Verification is undergoing fundamental change as chips become increasingly complex, heterogeneous, and integrated into larger systems.
Tools, methodologies, and the mindset of verification engineers themselves are all shifting to adapt to these new designs, although with so many moving pieces this isn’t always so easy to comprehend. Ferreting out bugs in a design now requires a multi-faceted and more holistic approach, particularly with AI/ML, safety-critical designs, and the proliferation of multi-chip packages. As a result, verification engineers now require a deeper understanding not only of problems that are found but also of those that aren’t found, shifting the verification task both left and right.

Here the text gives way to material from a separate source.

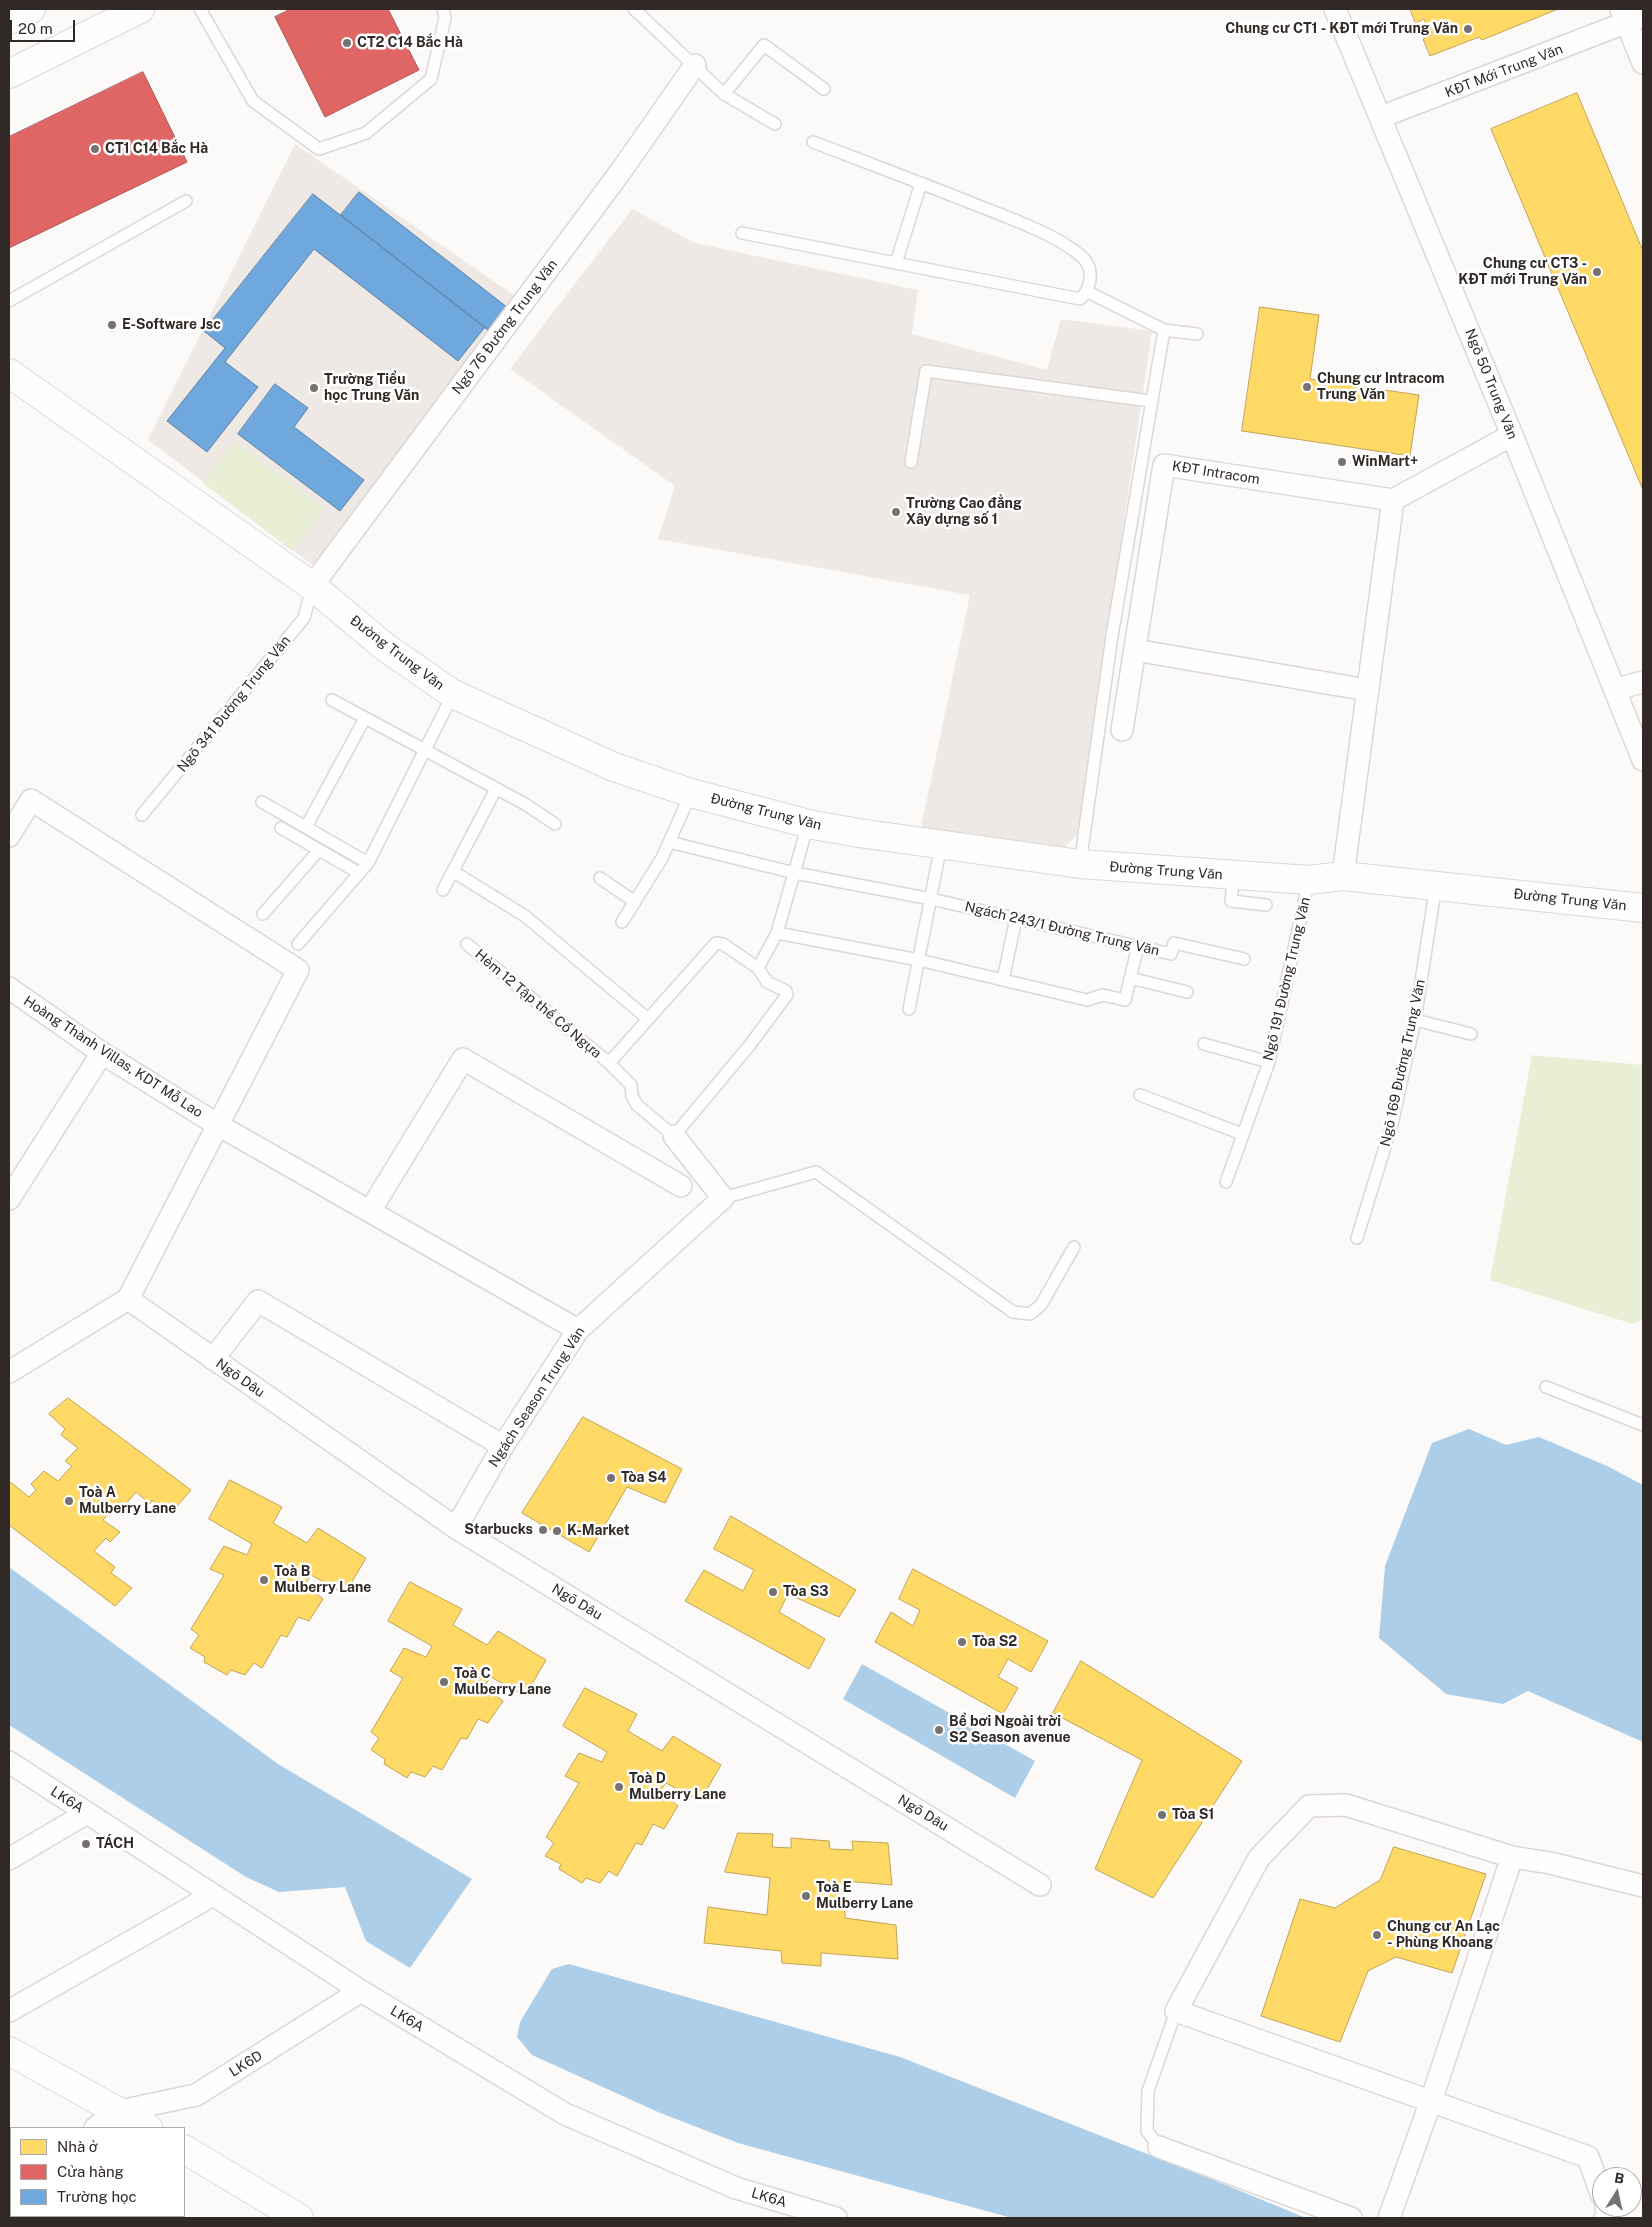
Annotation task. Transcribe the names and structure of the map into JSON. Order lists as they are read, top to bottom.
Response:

This requires a certain mindset for verification engineers, as well as a willingness to adapt to the new design landscape. “You have to be a person that likes to understand how things work,” observed Hagai Arbel, CEO of Vtool. “This is engineering, in general, but to be able to take apart or to want to take apart a machine and understand how all of it works is one fundamental. This also comes with a sense of responsibility. Good verification engineers are the kind of people who say, ‘It will work. Don’t worry, I have it covered.’”
Success also needs to be tied to a solid understanding of the overall verification challenge — something that has been less defined in the past due to divide-and-conquer approaches and the short lifespan of most chips.

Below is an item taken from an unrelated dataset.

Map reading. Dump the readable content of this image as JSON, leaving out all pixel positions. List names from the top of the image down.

“What’s missing is a definition of verification quality, and a definition of when the verification is done,” Arbel said. “Automotive standards are contributing to more stringent quality definitions because nobody can live with a scenario in which a chip company does the best it can, but if the chip doesn’t work, the customer will not buy it, and it’s the developer’s problem. If you run out of time, and you’re going to miss the market window, you will take a bigger risk, but you should be able to say, ‘Tool X gave me a grade of 82 out of 100, and I will still go to tapeout.’ Or to say, ‘No. We are only going out with 95 and above.’ Functional verification and code coverage wants to give you all of that, but they are not enough. What is needed is a good way to formalize the logging of information and the ability to make conclusions, because you can only remember so much.”
In the same vein, Juergen Jaeger, product management group director at Cadence Design Systems said a few qualities that make a great verification engineer include being very organized. “In verification, it’s all about structure, discipline, accurate documentation, and the desire for perfection.”
Great verification engineers are also very curious, have a desire to understand the to-be-tested product, and also have a desire to understand how an end-user would use the product, he said. “Great verification engineers are persistent and have a mindset of never giving up in finding elusive bugs. Creative and courageous in finding new ways of doing things, no matter if it has been done before or not. And, they are not obsessed with perfection. They know when enough is enough, and that nothing will ever be 100% perfect.”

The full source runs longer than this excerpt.